4.[22] Tandis qu’il était occupé à ces arrangements et préparatifs, il perdit la raison dans les fumées de l’orgueil : gonflé de cette prospérité périssable, il fit bon marché de la puissance immortelle et capable de durer toujours, — je veux dire la piété envers Dieu et l’observance des lois. C’est ainsi qu’il fut perdu par ses succès et retomba aux fautes de son père, où le précipitèrent à son tour l’éclat de sa fortune et la grandeur de ses biens, qu’il ne sut pas diriger sagement. Lors d’un jour de fête important, qui comportait une réunion de tout le peuple, il se revêtit du vêtement pontifical et pénétra dans le sanctuaire pour offrir de l’encens à Dieu sur l’autel d’or. Comme le grand-prêtre Azarias, assisté de quatre-vingts prêtres, voulut l’en empêcher, — car il n’était pas permis au roi, disaient-ils, d’offrir sur l’autel, et seuls en avaient le droit ceux de la famille d’Aaron, — et qu’ils lui criaient de sortir sans pécher envers Dieu, dans sa fureur il les menaça de mort, s’ils ne se tenaient tranquilles. Mais, à ce moment, une forte secousse ébranla la terre, et le Temple s’étant entrouvert, la lumière éclatante du soleil en jaillit et tomba sur la face du roi[23], de sorte qu’aussitôt la lèpre l’envahit et, devant la ville, près de l’endroit appelé Erogé[24], la moitié de la montagne d’Occident fut arrachée et, après avoir roulé quatre stades, s’arrêta vers le mont d’Orient, de façon à obstruer les voies d’accès et les jardins du roi[25]. Lorsque les prêtres virent le visage du roi envahi par la lèpre, ils lui annoncèrent son malheur et l’invitèrent à sortir de la ville comme impur. Et lui, dans la honte de l’affreux événement et dans l’impossibilité désormais de se mouvoir librement, obéit à leur injonction : tel fut le misérable et pitoyable châtiment qu’il eut à subir pour des prétentions trop au-dessus de la condition humaine et les impiétés où elles l’entraînèrent à l’égard de Dieu. Il demeura nu certain temps en dehors de la ville[26], menant une vie de simple particulier ; son fils Jotham le remplaçait au pouvoir.
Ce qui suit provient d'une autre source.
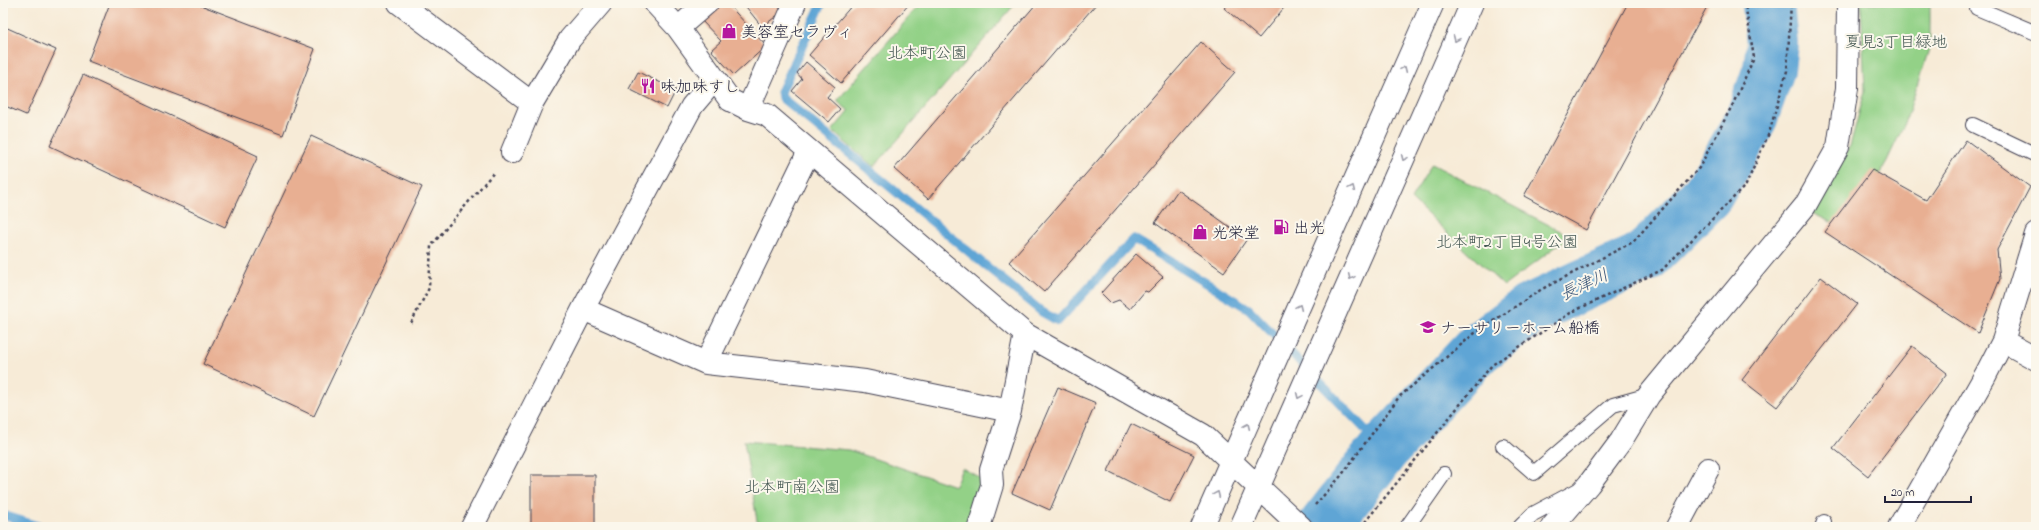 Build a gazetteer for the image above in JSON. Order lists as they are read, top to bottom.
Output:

Enfin, il mourut du chagrin et du découragement causés par son malheur, après avoir vécu soixante-huit ans, dont il régna cinquante-deux. Il fut enseveli seul dans ses propres jardins[27].
[22] Chroniques, XXVI, 16.
[23] Ces détails (tremblement de terre, fusée lumineuse, éboulement) ne sont pas dans la Bible, mais le tremblement de terre au temps d’Ozias est mentionné dans Amos, I, 1, et Zacharie, XIV, 5 ; il y avait donc sur ces événements une tradition midraschique. Le jaillissement de la lumière du soleil a peut-être été suggéré par l’emploi dans l’hébreu du mot qui s’applique plutôt au soleil.
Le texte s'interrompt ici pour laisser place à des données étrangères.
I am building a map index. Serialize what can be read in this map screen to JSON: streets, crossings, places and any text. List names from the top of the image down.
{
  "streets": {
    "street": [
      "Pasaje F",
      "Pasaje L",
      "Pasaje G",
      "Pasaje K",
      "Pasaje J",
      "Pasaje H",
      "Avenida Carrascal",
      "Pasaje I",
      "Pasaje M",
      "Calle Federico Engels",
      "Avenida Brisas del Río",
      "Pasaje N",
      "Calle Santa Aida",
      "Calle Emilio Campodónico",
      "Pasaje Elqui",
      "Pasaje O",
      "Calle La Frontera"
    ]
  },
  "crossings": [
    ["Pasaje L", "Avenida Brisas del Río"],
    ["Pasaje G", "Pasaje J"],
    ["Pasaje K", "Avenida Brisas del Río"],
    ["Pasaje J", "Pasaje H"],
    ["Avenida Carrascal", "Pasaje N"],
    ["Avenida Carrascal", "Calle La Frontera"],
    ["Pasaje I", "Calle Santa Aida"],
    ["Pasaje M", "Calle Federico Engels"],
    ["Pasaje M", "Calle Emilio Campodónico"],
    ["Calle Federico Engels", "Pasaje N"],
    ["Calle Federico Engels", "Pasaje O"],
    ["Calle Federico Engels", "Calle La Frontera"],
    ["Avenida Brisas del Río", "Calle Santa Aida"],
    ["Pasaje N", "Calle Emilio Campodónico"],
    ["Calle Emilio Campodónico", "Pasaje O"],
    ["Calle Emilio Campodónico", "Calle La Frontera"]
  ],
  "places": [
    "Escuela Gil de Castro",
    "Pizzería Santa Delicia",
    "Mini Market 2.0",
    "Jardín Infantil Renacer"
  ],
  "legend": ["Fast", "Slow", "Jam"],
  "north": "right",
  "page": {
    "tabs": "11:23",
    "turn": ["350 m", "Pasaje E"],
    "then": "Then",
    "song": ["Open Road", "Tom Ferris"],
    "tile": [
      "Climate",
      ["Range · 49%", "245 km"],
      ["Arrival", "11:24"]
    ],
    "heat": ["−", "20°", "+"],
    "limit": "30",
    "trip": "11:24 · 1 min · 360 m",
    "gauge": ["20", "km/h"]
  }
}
[24] Localité inconnue et texte douteux. Les Exc. Peirosc. ont άπορρωγή, mot inconnu, mais qui pourrait signifier « la Fracture ». Hamaker propose xρήνη ‘Ρωγήλ « la source Roghel ».
[25] Cf. Zacharie, XIV, 4-5 : le mont d’Orient est le mont des Oliviers.
[26] La Bible dit : « dans son palais ».
[27] Les Rois (XV, 7) disent, au contraire, qu’il fut enseveli auprès de ses pères. La Chronique (II Chron., XXVI, 23) semble avoir amalgamé deux versions contradictoires : « ... il fut enterré avec ses pères, dans le champ de la sépulture des rois, car on disait qu’il était lépreux, etc. ... » ; ces derniers mots semblent indiquer une sépulture à part, et c’est cette version que parait suivre Josèphe.